Hai appena registrato il secondo capitolo di una trilogia, da cosa nasce la volontà di produrre una trilogia discografica?
Ho avuto sempre l’idea che un progetto particolare come Dardust avesse bisogno come start-up di almeno tre dischi per trovare un’identità, farsi conoscere ed affermarsi. 
Diciamo che mi sono dato tanto tempo per farlo emergere sia creativamente che all’esterno. Un po’ come si faceva una volta: i nuovi progetti venivano coltivati nel tempo album dopo album, singolo dopo singolo e live dopo live, senza l’ansia dei numeri in poco tempo.
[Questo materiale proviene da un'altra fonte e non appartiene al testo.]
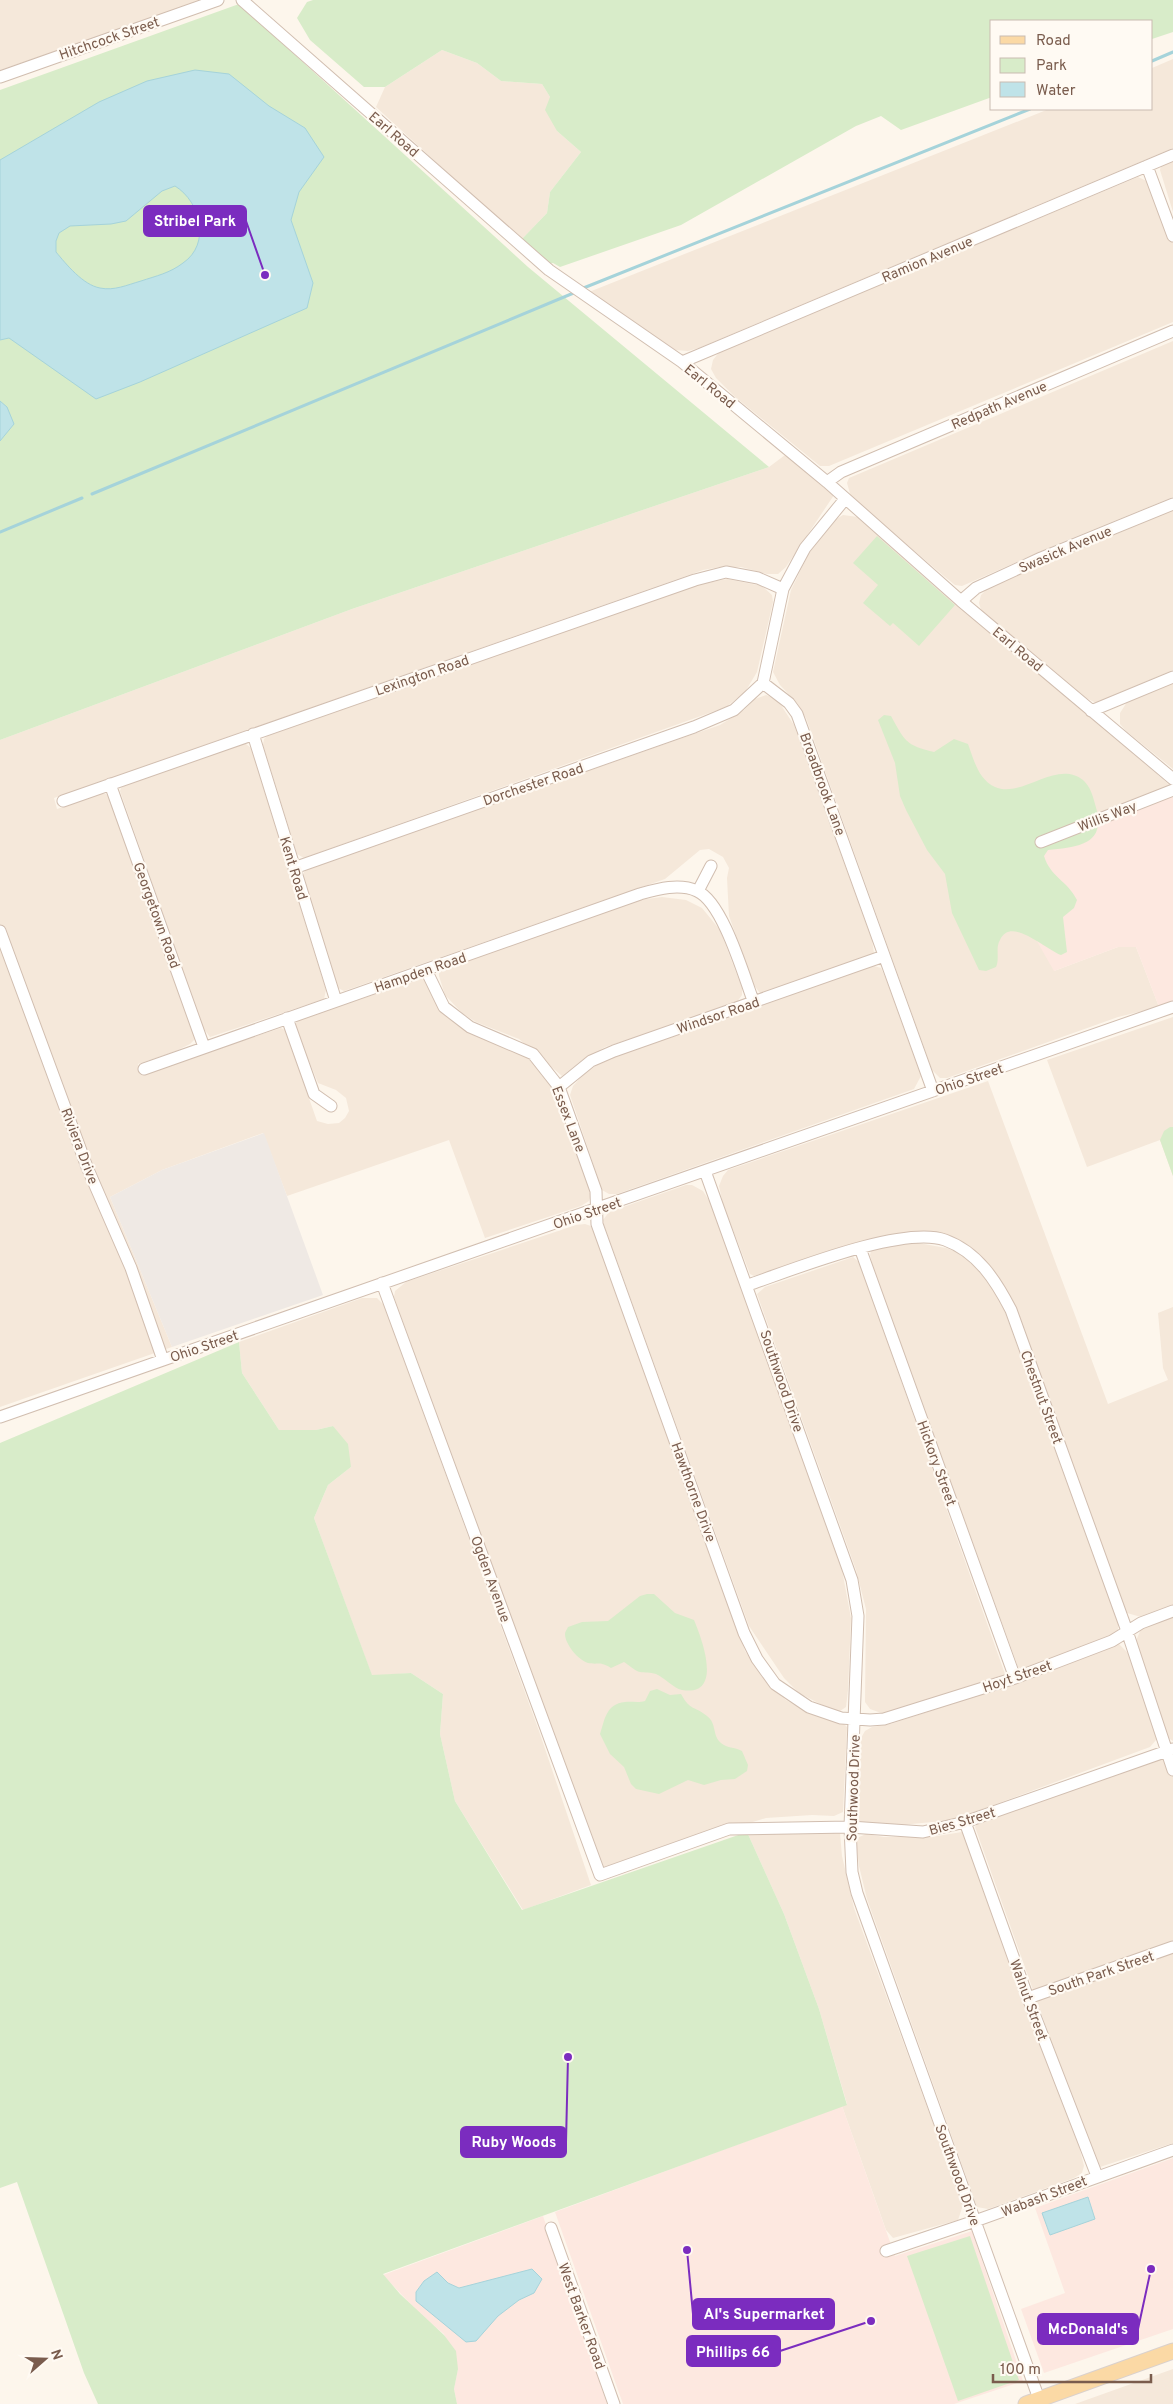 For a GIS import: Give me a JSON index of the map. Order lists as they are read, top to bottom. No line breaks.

E poi le trilogie mi hanno sempre affascinato… la trilogia berlinese di Bowie, la trilogia dei Cure o ad esempio in altri campi, la trilogia sulle Tre Madri di Dario Argento che parte da Suspiria. Mi piace l’idea del concept non solo in un disco ma anche come collegamento tra vari lavori anche a distanza di anni.
 
Per registrare questo secondo lavoro hai scelto il Sundlaugin Studio, come mai?
L’album islandese doveva catturare l’anima del posto non solo a livello paesaggistico, ambientale e di “mood” in genere, ma anche a livello di “sound”. Il Sundlaugin è pieno di strumenti che sono stati usati non solo dai Sigur Ros ma anche da tanti altri artisti che ho amato negli anni. La magia di certi dischi è li anche se non la vedi e se ti fai suggestionare non può che rimanere impressa nel modo in cui “concepisci” qualcosa, scrivi, suoni e registri.
 
Cosa dobbiamo aspettarci da questo nuovo lavoro?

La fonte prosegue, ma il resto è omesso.